Primeiramente, insta definir o fato gerador do imposto em discussão. Nesse sentido, a Lei Estadual nº 8.115/85, ao instituir referido tributo, reza em seu artigo 2º: “O imposto, devido anualmente ao Estado, tem como fato gerador a propriedade de veículo automotor”.

Já o seu 5º dispõe que “São contribuintes do imposto os proprietários de veículos automotores sujeitos a registro e/ou licenciamento em órgão federal, estadual ou municipal, neste Estado”.

Por outro lado, há que se fazer breve digressão acerca da natureza jurídica do contrato de arrendamento mercantil, no intuito, notadamente, de verificar se há a transferência a propriedade do bem objeto da contratação.

A Lei n. 6099/74, que dispõe do tratamento jurídico das operações de arrendamento mercantil (leasing), conceitua, em seu artigo 1º, parágrafo único, arrendamento mercantil como “o negócio jurídico realizado entre pessoas jurídicas, na qualidade de arrendadora, e pessoa física ou jurídica, na qualidade de arrendatária, e que tenha por objeto o arrendamento de bens adquiridos pela arrendadora, segundo especificações da arrendatária e para uso próprio desta”.

Na doutrina, Arnold Wald define a figura do arrendamento mercantil (leasing) como um contrato misto, pelo qual um financiador adquire e aluga a uma empresa bens de equipamento ou de uso profissional, móveis ou imóveis, a prazo longo ou médio, facultando-se ao locatário a aquisição dos mesmos pelo preço residual.

Como se vê, o leasing é espécie de negócio jurídico complexo (estruturalmente), porque “realiza uma fusão de diversos figurinos ou moldes num só contrato”, com um sentido econômico peculiar e características que o diferenciam da pura e simples locação, atividade com a qual costuma ser confundida.

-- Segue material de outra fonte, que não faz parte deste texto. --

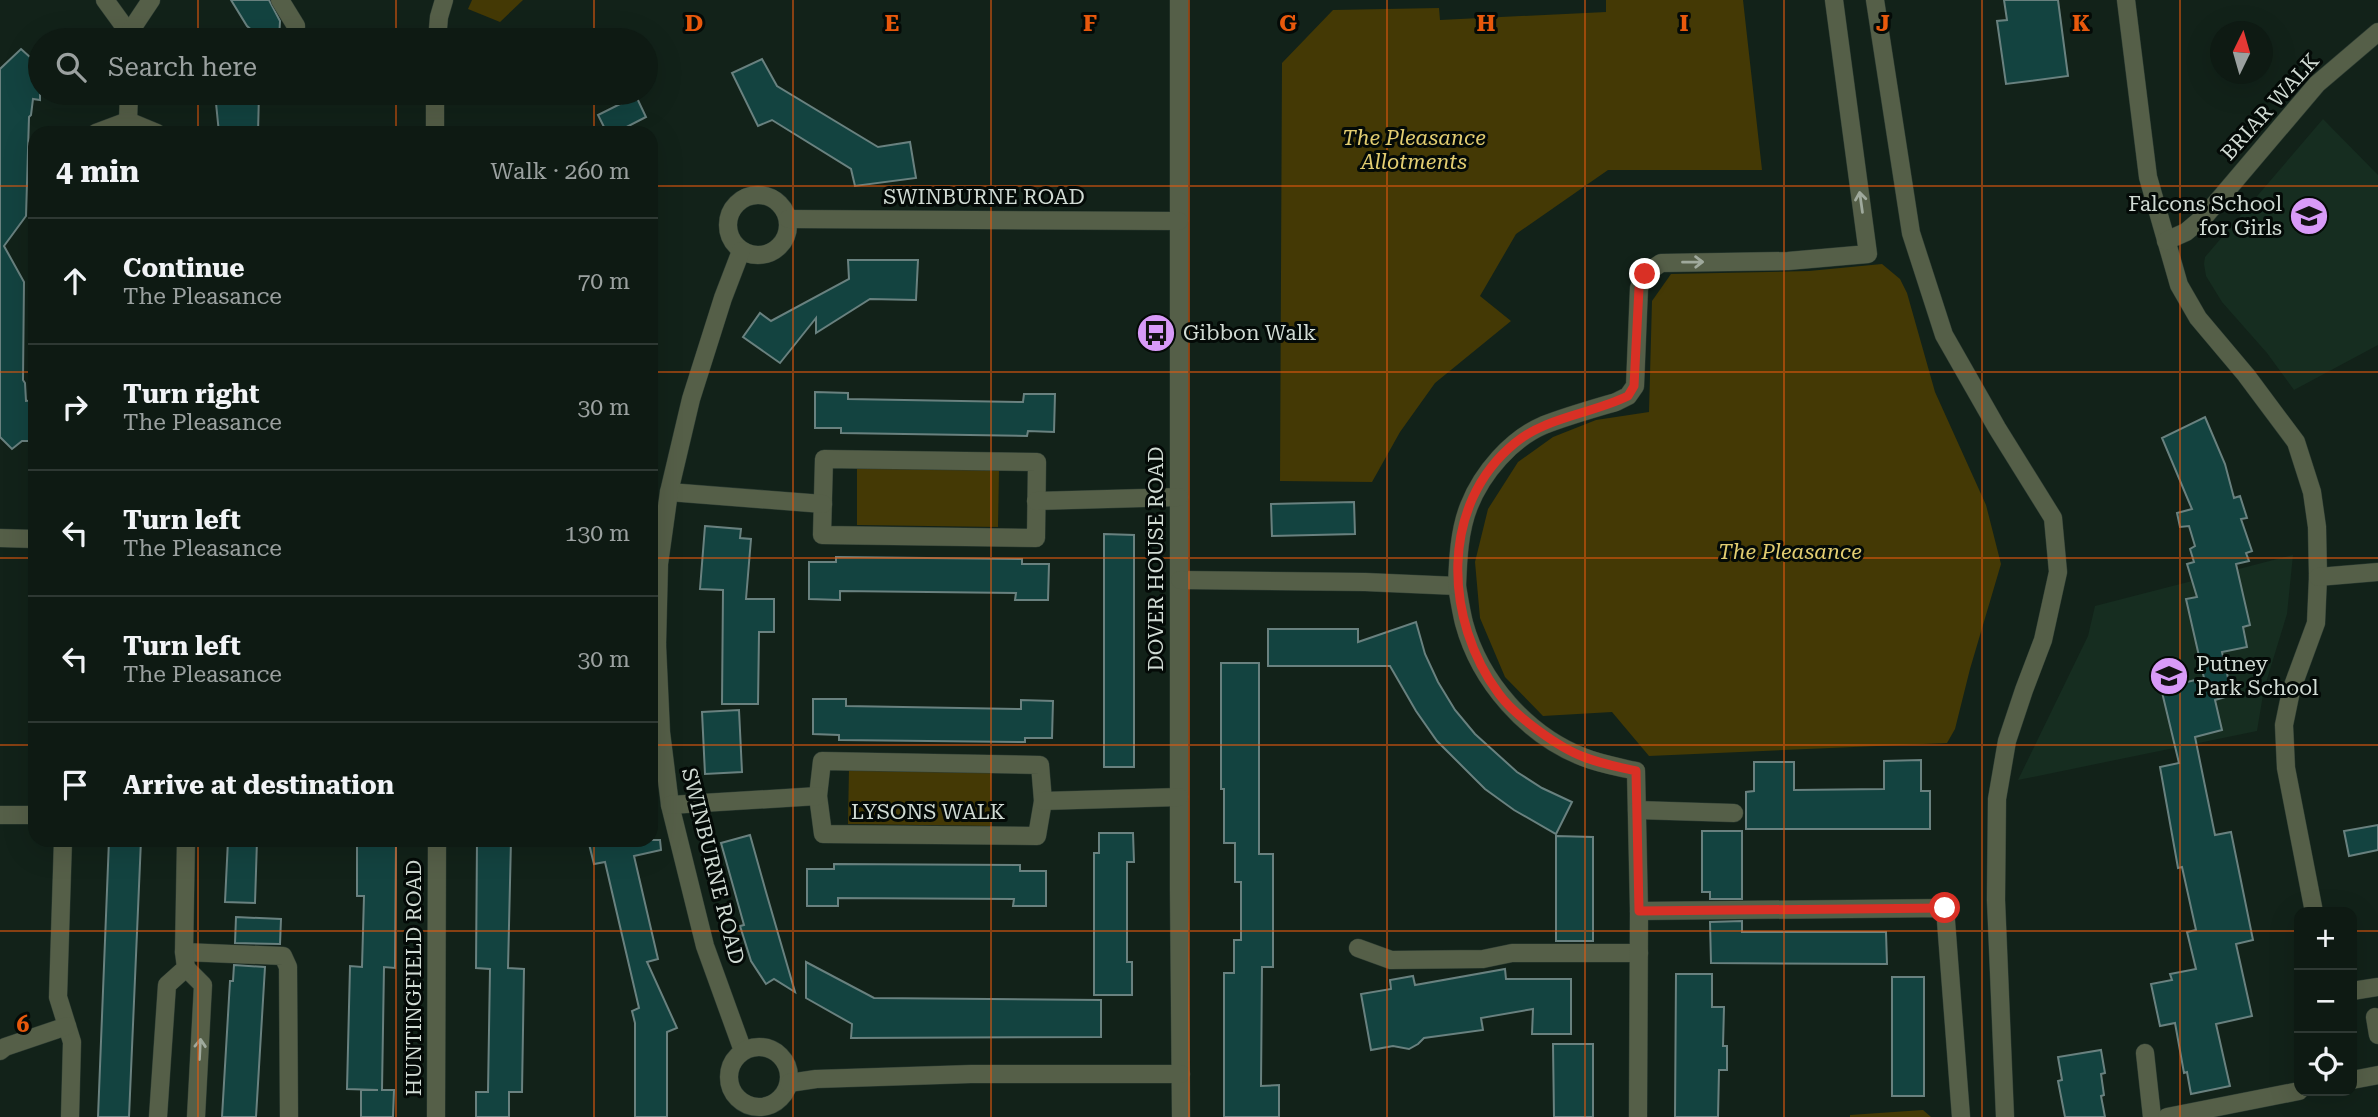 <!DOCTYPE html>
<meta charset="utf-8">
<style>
:root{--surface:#0e1a13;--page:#1c2721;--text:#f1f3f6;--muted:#9ba1a0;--line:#2e3833}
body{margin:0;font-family:"Roboto Serif",serif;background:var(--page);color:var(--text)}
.controls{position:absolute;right:21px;bottom:21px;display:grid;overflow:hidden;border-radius:14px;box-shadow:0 7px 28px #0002}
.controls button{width:63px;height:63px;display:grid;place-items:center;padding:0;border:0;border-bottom:2px solid var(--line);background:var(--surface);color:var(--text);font:35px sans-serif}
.compass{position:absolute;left:2210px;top:21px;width:63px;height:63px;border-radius:50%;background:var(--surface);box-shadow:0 7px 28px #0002;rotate:5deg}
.stop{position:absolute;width:21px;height:21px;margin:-16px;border:5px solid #d93025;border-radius:50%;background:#fff}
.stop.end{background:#d93025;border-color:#fff;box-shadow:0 2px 7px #0008}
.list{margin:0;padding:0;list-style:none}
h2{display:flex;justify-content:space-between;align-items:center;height:91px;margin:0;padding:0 28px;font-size:30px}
h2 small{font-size:23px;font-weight:400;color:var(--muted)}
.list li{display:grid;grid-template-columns:46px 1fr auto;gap:21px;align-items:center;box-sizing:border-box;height:126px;padding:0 28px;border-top:2px solid var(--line)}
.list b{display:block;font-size:26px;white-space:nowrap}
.list p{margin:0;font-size:23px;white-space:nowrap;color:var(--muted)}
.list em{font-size:23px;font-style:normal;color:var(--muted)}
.icon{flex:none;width:38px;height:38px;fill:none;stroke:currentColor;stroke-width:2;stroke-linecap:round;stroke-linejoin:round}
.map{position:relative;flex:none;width:2378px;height:1117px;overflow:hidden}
.search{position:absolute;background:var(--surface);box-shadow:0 7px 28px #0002;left:28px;top:28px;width:630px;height:77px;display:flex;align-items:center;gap:18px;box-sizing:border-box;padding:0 24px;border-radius:38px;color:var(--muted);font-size:26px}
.panel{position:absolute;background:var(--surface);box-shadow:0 7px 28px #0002;left:28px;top:126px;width:630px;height:721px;border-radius:21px}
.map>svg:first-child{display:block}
.built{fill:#162d20}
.green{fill:#443905}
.building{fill:#134340;stroke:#69817f;stroke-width:2}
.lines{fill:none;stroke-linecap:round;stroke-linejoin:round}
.minor-casing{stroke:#2d3c33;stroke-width:19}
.minor{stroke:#555f48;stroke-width:18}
.oneway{stroke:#9fa99c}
.route{stroke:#d93025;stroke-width:9}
.grid{fill:none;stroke:#e8590c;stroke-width:2;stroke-opacity:0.55}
.labels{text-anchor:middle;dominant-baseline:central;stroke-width:6;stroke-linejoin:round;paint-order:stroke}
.street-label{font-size:21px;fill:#d1dbd4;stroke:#040a07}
.park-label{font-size:21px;font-style:italic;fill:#e2cd71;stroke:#040a07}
.poi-label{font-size:21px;fill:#d1dbd4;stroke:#040a07;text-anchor:start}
.grid-label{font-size:23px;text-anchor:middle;font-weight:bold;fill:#e8590c;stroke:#040a07;stroke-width:6;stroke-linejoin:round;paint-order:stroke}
</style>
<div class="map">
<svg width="2378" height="1117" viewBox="0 0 2378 1117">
<rect width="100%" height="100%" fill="#122219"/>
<g class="built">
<polygon points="2323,119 2378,175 2378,345 2294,390 2267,353 2222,302 2206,276 2204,264 2205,257"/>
<polygon points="2293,555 2287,614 2264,689 2257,731 2018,780 2088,636 2095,606"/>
</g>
<g class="green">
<polygon points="472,0 523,0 500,22 468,9"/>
<polygon points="1606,0 1743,0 1762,170 1608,170 1516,234 1480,296 1511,321 1435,383 1400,432 1372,482 1280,481 1282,63 1333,10 1439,8 1440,20 1606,12"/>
<polygon points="1882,264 1900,279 1907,293 1935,392 1986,505 2001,564 1970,669 1955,729 1947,743 1649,756 1612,712 1543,716 1505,677 1480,618 1475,562 1488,509 1518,462 1553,437 1596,420 1649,412 1652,301 1671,274 1809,271"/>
<polygon points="857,468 999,470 998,527 857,525"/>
<polygon points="849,768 991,770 990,826 848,824"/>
<polygon points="1923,1110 1931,1117 1850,1117 1850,1115"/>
</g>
<g class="building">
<polygon points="231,0 269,0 280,21 279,40 263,40 247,26"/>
<polygon points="2004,0 2058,0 2068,76 2006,84 1997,21 2007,20"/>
<polygon points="21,49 31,58 40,57 40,100 33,99 31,115 29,117 26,216 4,246 24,282 23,380 25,383 26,401 35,400 35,441 22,441 12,449 0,437 0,69"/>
<polygon points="762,59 777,86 878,147 910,142 916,178 855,186 851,169 772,120 758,126 732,73"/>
<polygon points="215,93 259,93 258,133 219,133"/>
<polygon points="636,96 646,117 615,133 607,133 598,115"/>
<polygon points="848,260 918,260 916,300 870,299 816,333 816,318 780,363 743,337 760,313 771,321 849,279"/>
<polygon points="815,392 848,393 848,399 1023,402 1024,394 1055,394 1054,432 1028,431 1027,436 841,433 841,428 815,428"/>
<polygon points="2205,417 2225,464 2234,498 2240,496 2247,518 2241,519 2252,551 2246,553 2249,561 2236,564 2250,625 2243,627 2247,647 2222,652 2232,695 2215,700 2222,730 2195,737 2215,835 2231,832 2253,940 2236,944 2252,1016 2216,1024 2230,1086 2191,1094 2187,1072 2184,1073 2175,1023 2160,1026 2151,984 2172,980 2170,974 2196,969 2187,932 2196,930 2182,867 2178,868 2160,767 2179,763 2161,688 2204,678 2186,599 2197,597 2187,564 2194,562 2190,549 2195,546 2189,526 2180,527 2177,513 2192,509 2162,438"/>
<polygon points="1354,502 1355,534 1272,536 1271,504"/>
<polygon points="705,526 741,529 740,538 751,539 746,599 774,599 774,632 759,632 758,704 722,704 723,590 700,589"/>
<polygon points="1104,534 1134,535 1134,767 1104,767"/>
<polygon points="836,557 1022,559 1022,564 1049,564 1048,600 1015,600 1016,593 840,591 840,600 809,599 809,562 836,562"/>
<polygon points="1416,622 1425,654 1438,682 1455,710 1475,734 1517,772 1542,788 1572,802 1556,834 1514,810 1485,789 1437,741 1416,711 1390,666 1268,666 1268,629 1358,629 1358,642"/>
<polygon points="1221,663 1259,663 1259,854 1273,854 1273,967 1262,967 1261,1086 1279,1085 1279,1117 1224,1117 1224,973 1234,973 1234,940 1241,940 1241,882 1235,882 1235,843 1224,843 1224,789 1221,789"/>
<polygon points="813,699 846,699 846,706 1021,709 1021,700 1053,701 1052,738 1025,738 1025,742 839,740 839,735 813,734"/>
<polygon points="739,710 742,772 705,774 702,712"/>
<polygon points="1921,760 1921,791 1930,791 1930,829 1746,829 1746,792 1754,791 1754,762 1794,762 1794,790 1884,789 1884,761"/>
<polygon points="2378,825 2378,850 2349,856 2344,831"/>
<polygon points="1702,831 1742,831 1742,899 1710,899 1710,892 1702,892"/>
<polygon points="1099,833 1133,833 1134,862 1127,862 1127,962 1132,962 1132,995 1094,995 1094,853 1099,853"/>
<polygon points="750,835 766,892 795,992 774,979 766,984 751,961 740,926 744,925 721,843"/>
<polygon points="1556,836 1593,837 1593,941 1556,941"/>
<polygon points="109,840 141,840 129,1117 98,1117"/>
<polygon points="228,840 257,840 255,903 225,902"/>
<polygon points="357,840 396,840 395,968 384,967 382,1090 394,1090 393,1117 361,1117 361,1090 378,1090 347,1089 350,966 362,967 364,896 357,896"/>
<polygon points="477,840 511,840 508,968 524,969 522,1092 509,1092 509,1117 476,1117 476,1092 488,1092 490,969 476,968"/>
<polygon points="588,840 660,840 661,850 634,856 658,959 647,962 677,1028 667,1032 667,1117 635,1117 635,1023 632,1011 639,1008 605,862 594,864"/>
<polygon points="834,864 1020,865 1020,871 1046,871 1046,906 1013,906 1014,899 838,898 838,906 807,906 807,869 834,869"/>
<polygon points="236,917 281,919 280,944 235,943"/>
<polygon points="1742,921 1742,932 1886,932 1887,964 1711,963 1710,922"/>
<polygon points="806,962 874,998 1101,1000 1101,1037 851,1038 852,1024 806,998"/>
<polygon points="234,965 265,967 256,1117 222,1117 230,981 233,981"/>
<polygon points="1505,969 1506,979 1571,979 1571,1034 1532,1034 1533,1009 1481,1018 1483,1030 1424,1038 1418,1044 1409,1049 1393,1046 1371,1050 1361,994 1391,989 1390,980 1413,976 1415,985"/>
<polygon points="1676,974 1712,974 1712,1007 1724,1007 1723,1046 1727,1046 1727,1070 1719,1070 1718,1117 1675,1117"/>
<rect x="1892" y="977" width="32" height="119"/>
<polygon points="1553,1044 1593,1044 1593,1117 1554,1117"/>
<polygon points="2101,1050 2105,1073 2101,1074 2104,1095 2101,1096 2105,1117 2065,1117 2058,1081 2062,1080 2058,1057"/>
</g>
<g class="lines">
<g class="minor-casing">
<g id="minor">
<polyline points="105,0 129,33"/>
<polyline points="280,0 296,26 295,40"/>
<polyline points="1179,0 1179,891 1181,1117"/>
<polyline points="1875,0 1911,233 1944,335 1997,428 2053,518 2058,572 2043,640 2024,690 2007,741 1997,799 1996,900 2005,1117"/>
<polyline points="2126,0 2148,177 2179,285 2198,318 2246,375 2296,442 2312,492 2317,527 2318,577 2316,623 2291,691 2284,725 2286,768 2314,912"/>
<polyline points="129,40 129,33 151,0"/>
<polyline points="437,40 439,17 444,0"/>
<polyline points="435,93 435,133"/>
<polyline points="128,121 129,93"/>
<polyline points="96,133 128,121 157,133"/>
<circle cx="758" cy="225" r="30"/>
<polyline points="788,219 1179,221"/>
<polyline points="2166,241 2186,232 2205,216 2317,84 2378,32"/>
<polygon points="824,459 1037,462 1036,538 822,535"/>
<polyline points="669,492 823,504"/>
<polyline points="1036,501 1179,497"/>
<polyline points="0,538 35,539"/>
<polyline points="2318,577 2378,572"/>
<path d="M1180 580 1365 582 1457 586C1459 598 1461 611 1464 623 1480 682 1527 735 1583 757 1600 764 1619 767 1636 771L1639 911 1945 908 1961 1117"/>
<path d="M1457 586C1458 560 1459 531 1469 506 1482 473 1511 439 1544 425 1567 416 1592 409 1616 402L1628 396 1635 386 1639 288 1645 274 1661 263 1788 261 1868 254 1834 0"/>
<polyline points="657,645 659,564 669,492 691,399 723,298 741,251"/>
<polyline points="651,646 657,645 661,732 670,805 705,946 743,1051"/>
<polygon points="822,761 1040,765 1043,801 1037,836 823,834 818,796"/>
<polyline points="1043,801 1179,797"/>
<polyline points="670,805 818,796"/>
<polyline points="1637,810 1734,813"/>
<polyline points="0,815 35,815"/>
<polyline points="63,840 58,997 72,1042 70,1117"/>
<polyline points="1358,948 1391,960 1483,959 1512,953 1639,953"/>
<polyline points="184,952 283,956 288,967 289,1117"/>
<polyline points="186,968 203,985 196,1117"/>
<polyline points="2352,991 2378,987"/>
<polyline points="2375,1017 2378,1035"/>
<circle cx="759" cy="1077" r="30"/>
<polyline points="0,1051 5,1047 67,1026"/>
<polyline points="2145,1053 2152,1117"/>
<polyline points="2352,1080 2378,1075"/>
<polyline points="789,1083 816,1079 971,1074 1181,1074"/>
<polyline points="158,1117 167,985 186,968 184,952 186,840"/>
<polyline points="436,1117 437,840"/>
<polyline points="1638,1117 1639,911"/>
<polyline points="2167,1117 2299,1091"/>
</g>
</g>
<use href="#minor" class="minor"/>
</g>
<defs><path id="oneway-shaft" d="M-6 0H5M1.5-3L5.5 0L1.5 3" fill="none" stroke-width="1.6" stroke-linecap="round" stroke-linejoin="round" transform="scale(1.75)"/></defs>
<g class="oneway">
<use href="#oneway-shaft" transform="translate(1861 202) rotate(-98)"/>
<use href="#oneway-shaft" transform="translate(1693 262) rotate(-1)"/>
<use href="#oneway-shaft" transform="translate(200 1049) rotate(-87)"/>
</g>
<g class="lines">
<path class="route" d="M1645 274 1639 288 1634 386 1628 396C1591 414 1546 417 1515 443 1439 505 1444 620 1499 694 1515 716 1559 748 1584 757 1601 764 1619 767 1636 771L1639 911 1945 908"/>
</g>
<path class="grid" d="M198 0V40M396 0V40M594 0V40M793 0V1117M991 0V1117M1189 0V1117M1387 0V1117M1585 0V1117M1784 0V1117M1982 0V1117M2180 0V1117M198 93V133M396 93V133M594 93V133M0 186H35M651 186H2378M0 372H35M651 372H2378M0 558H35M651 558H2378M0 745H35M651 745H2378M198 840V1117M396 840V1117M594 840V1117M0 931H2299M2352 931H2378"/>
<defs>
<g id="school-disc" transform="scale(2.0125)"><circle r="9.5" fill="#d89af8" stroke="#040a07"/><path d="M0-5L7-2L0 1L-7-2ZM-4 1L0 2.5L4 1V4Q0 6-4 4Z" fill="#111"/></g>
<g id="bus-disc" transform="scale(2.0125)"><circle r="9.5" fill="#d89af8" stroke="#040a07"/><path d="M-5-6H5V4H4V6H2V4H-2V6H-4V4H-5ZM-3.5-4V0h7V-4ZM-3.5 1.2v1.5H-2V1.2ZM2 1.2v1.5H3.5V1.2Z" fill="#111"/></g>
</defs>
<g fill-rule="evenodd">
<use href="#school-disc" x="2309" y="216"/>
<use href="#bus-disc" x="1156" y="333"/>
<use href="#school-disc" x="2169" y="676"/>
</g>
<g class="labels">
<g class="street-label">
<text transform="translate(2270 107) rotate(-48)">BRIAR WALK</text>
<text x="984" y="197">SWINBURNE ROAD</text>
<text transform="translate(1156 559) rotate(-90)">DOVER HOUSE ROAD</text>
<text x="928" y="812">LYSONS WALK</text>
<text transform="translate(713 866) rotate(76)">SWINBURNE ROAD</text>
<text transform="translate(414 978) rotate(-90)">HUNTINGFIELD ROAD</text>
</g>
<g class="park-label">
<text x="1414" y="138">The Pleasance<tspan x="1414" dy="24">Allotments</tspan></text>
<text x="1790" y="552">The Pleasance</text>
</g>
<g class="poi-label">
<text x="2282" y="204" text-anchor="end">Falcons School<tspan x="2282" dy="24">for Girls</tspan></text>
<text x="1183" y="333">Gibbon Walk</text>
<text x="2196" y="664">Putney<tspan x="2196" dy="24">Park School</tspan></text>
</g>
</g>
<g class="grid-label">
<text x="694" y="31">D</text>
<text x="892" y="31">E</text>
<text x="1090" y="31">F</text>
<text x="1288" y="31">G</text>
<text x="1486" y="31">H</text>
<text x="1684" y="31">I</text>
<text x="1883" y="31">J</text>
<text x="2081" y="31">K</text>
<text x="23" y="1032">6</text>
</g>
</svg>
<div class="controls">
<button>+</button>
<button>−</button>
<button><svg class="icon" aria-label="locate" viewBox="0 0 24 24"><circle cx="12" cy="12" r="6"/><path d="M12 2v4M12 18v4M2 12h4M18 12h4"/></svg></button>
</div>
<svg class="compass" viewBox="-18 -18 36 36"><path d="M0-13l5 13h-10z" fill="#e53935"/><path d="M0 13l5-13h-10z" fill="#9ba1a0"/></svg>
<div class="stop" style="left:1945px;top:908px"></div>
<div class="stop end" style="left:1645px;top:274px"></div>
<div class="search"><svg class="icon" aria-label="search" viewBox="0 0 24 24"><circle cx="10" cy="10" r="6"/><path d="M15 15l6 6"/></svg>Search here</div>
<section class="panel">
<h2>4 min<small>Walk · 260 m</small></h2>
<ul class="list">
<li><svg class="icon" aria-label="ahead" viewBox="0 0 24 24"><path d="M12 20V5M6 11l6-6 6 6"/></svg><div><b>Continue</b><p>The Pleasance</p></div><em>70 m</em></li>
<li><svg class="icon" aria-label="right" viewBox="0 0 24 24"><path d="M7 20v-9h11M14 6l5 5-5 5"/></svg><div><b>Turn right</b><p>The Pleasance</p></div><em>30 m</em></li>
<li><svg class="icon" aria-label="left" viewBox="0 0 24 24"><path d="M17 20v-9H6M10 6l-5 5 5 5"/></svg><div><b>Turn left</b><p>The Pleasance</p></div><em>130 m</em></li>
<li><svg class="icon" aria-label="left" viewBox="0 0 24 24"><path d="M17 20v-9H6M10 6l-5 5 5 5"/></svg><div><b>Turn left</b><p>The Pleasance</p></div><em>30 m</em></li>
<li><svg class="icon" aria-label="arrive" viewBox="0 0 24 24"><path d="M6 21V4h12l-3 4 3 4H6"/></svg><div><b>Arrive at destination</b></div></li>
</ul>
</section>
</div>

Com efeito, não se trata de uma simples locação com promessa de venda, como à primeira vista pode parecer. Mas cuida-se de uma locação com uma consignação de promessa de compra e venda, trazendo, porém, um elemento novo, que é o financiamento, numa operação específica que consiste na simbiose da locação, do financiamento e da venda.

A Lei n. 6099/74, que dispõe do tratamento jurídico das operações de arrendamento mercantil (leasing), conceitua, em seu artigo 1º, parágrafo único, arrendamento mercantil como “o negócio jurídico realizado entre pessoas jurídicas, na qualidade de arrendadora, e pessoa física ou jurídica, na qualidade de arrendatária, e que tenha por objeto o arrendamento de bens adquiridos pela arrendadora, segundo especificações da arrendatária e para uso próprio desta”.

A propósito, explica Arnold Wald a distinção entre os dois contratos – locação e leasing –, a despeito da existência de direitos e deveres semelhantes:

O leasing não se confunde com a locação, que, como vimos, é o contrato em que uma das partes se obriga a ceder à outra o uso e gozo temporário de coisa infungível, mediante retribuição. Findo o prazo, salvo acordo ou leis especiais, a coisa deve ser devolvida, ficando extinto o contrato. No leasing, há, no fim do prazo contratual, uma tríplice opção para o usuário: a) renovar a locação; b) adquirir o material; c) restituí-lo. Por outro lado: a) na locação, o risco da coisa é do locador (art. 1.190 do Código Civil); no leasing, é do arrendatário; b) na locação, o aluguel corresponde (ou deve corresponder) ao uso e gozo da coisa; no leasing, as prestações são mais altas, porque garantem também a amortização e os custos do financiamento; c) na locação finda, a coisa deve ser restituída; no leasing, o arrendatário tem opção: renova, restitui ou compra a coisa pelo preço residual; d) na locação, o locador deve garantir o uso pacífico da coisa; no leasing, fica por conta do usuário as medidas para defesa; e) na locação pode haver denúncia vazia; no leasing, não; f) na locação, há apenas um contrato entre o locador e o locatário e, raramente apenas, o locador não é dono da coisa locada; no leasing, a empresa de arrendamento mercantil adquire a coisa especialmente pra o usuário.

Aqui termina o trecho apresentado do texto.